But for Gibbon... working with that lovely first order monomorphic code and acyclic heaps gives quite a few nice invariants to leverage. The only tension would be if one wanted to do truly concurrent GC (as mentioned in #100) -- where a background GC thread would be picking up and compacting regions without interrupting the mutator / touching the stack.

AndrasKovacs commented 3 years ago

@rrnewton layout computation starting from roots sounds like tag-free garbage collection. Intensional polymorpism and "type-passing polymorphism" could be related as well.

ckoparkar commented 3 years ago

A PADL-2020 paper on MLKit using generational GC: https://elsman.com/pdf/padl2020-final.pdf.

rrnewton commented 3 years ago

@ckoparkar - it was a nice result that you got on the overhead of repeated consing (as in a simple reverse program, #126) being lower than expected for Gibbon vs a malloc-list.

Moving forward, it seems less exciting to do any incremental-improvements on small regions using Gibbon's current strategy (#100). It's always going to be making a suboptimal solution less bad.

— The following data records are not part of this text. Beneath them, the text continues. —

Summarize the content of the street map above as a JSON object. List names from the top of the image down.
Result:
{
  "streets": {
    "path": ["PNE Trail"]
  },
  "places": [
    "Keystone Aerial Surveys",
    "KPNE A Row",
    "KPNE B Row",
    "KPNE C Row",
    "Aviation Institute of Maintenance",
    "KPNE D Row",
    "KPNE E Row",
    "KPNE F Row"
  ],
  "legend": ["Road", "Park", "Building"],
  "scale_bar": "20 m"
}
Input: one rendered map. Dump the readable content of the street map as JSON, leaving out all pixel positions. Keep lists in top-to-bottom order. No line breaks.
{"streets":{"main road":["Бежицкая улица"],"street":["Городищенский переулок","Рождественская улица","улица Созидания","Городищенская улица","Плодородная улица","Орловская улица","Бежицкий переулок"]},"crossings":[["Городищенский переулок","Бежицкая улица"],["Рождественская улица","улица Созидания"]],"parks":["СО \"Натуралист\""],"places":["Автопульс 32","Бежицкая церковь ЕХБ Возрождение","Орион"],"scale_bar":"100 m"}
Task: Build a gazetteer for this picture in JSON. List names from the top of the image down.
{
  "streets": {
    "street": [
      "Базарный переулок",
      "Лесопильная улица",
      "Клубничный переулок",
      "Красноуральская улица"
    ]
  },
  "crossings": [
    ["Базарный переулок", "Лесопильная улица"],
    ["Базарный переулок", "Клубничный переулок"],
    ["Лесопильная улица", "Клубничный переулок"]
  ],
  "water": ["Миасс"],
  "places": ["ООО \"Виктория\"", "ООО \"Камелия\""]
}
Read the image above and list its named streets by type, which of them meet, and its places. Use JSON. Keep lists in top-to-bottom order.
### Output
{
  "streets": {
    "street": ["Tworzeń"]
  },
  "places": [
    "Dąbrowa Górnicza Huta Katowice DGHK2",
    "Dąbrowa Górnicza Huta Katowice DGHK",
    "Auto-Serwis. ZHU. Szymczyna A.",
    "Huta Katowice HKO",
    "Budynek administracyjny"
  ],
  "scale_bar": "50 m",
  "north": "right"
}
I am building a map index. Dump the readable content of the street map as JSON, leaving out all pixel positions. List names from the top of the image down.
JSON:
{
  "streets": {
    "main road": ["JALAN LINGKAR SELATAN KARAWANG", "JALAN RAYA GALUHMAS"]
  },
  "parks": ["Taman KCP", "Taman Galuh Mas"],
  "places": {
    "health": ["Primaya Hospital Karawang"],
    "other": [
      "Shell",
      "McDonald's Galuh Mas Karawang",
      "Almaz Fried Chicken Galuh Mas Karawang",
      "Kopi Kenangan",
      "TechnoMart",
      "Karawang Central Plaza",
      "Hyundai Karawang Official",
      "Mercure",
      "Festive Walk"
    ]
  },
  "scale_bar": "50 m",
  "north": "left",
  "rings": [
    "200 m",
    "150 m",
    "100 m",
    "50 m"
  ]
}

What seems more exciting is spending energy on one of the following two possibilities:

(1) dupable linear lists (internally mutable list-of-vectors), (2) a generational collector that is copying/bump-alloc in the nursery, and the current region-refcounting strategy in the old generation.

Re (1), this gets more at what we think is the optimal runtime representation for enviroments in compiler passes.

Re (2): The beginnings of a GC proposal in this old issue here didn't get to the point of describing generational collection. But generational collection, with heterogeneous representations, could be the thing that manages impedance mismatching between the types of programs that dump huge trees into regions, and the programs that allocate many small ("Bounded", #79) regions.

Generational Gibbon GC

Just to spell out the proposal a bit, the idea is that we simply use a traditional nursery, and every let-region turns into a fixed size bump-alloc in the nursery. If we can statically bound a region's size --- especially to a single heap object like a Cons cell --- then we alloc that size. If not, we alloc whatever the initial chunk size is, K, a relatively small value. (Ideally, we base these tunings on profiling data and I'm hoping that the compiler can recognize O(1) constant sized thing, and that the other regions are tuned to something reasonable for O(log(N)) regions that house a small, but dynamic, number of heap objects over their lifetime.)

We enumerate roots using an existing strategy (like @vollmerm mentioned). When the nursery is full, we evacuate it to Gibbon's regular, reference-counted heap of regions (malloc-managed). Thus if you allocate, say, a cons list out of order, you initially have heavy pointer chasing when you read the list. But once those elements graduate to the old generation, then you get the normal copying GC locality benefit on steriods, because the data becomes more densely packed.

One interesting wrinkle is what to do when growing a region in the nursery. There are several choices. You could keep the new (larger) chunks of the region in the nursery. But if we look carefully at data on region size distribution, I bet the bayesian answer will be that once a region starts growing it is likely to go large. It probably makes sense to allocate everything but the first chunk of a region directly into a reference-counted generation. But this would mean that, unlike the normal region growth process (where region identity, outset, and reference count is shared by all chunks), the nursery chunk 0 and the refcounted chunk 1 would effectively be separate regions. I.e. the redirection pointer at the end of chunk 0 would be no different than pointers from any nursery region into any older region.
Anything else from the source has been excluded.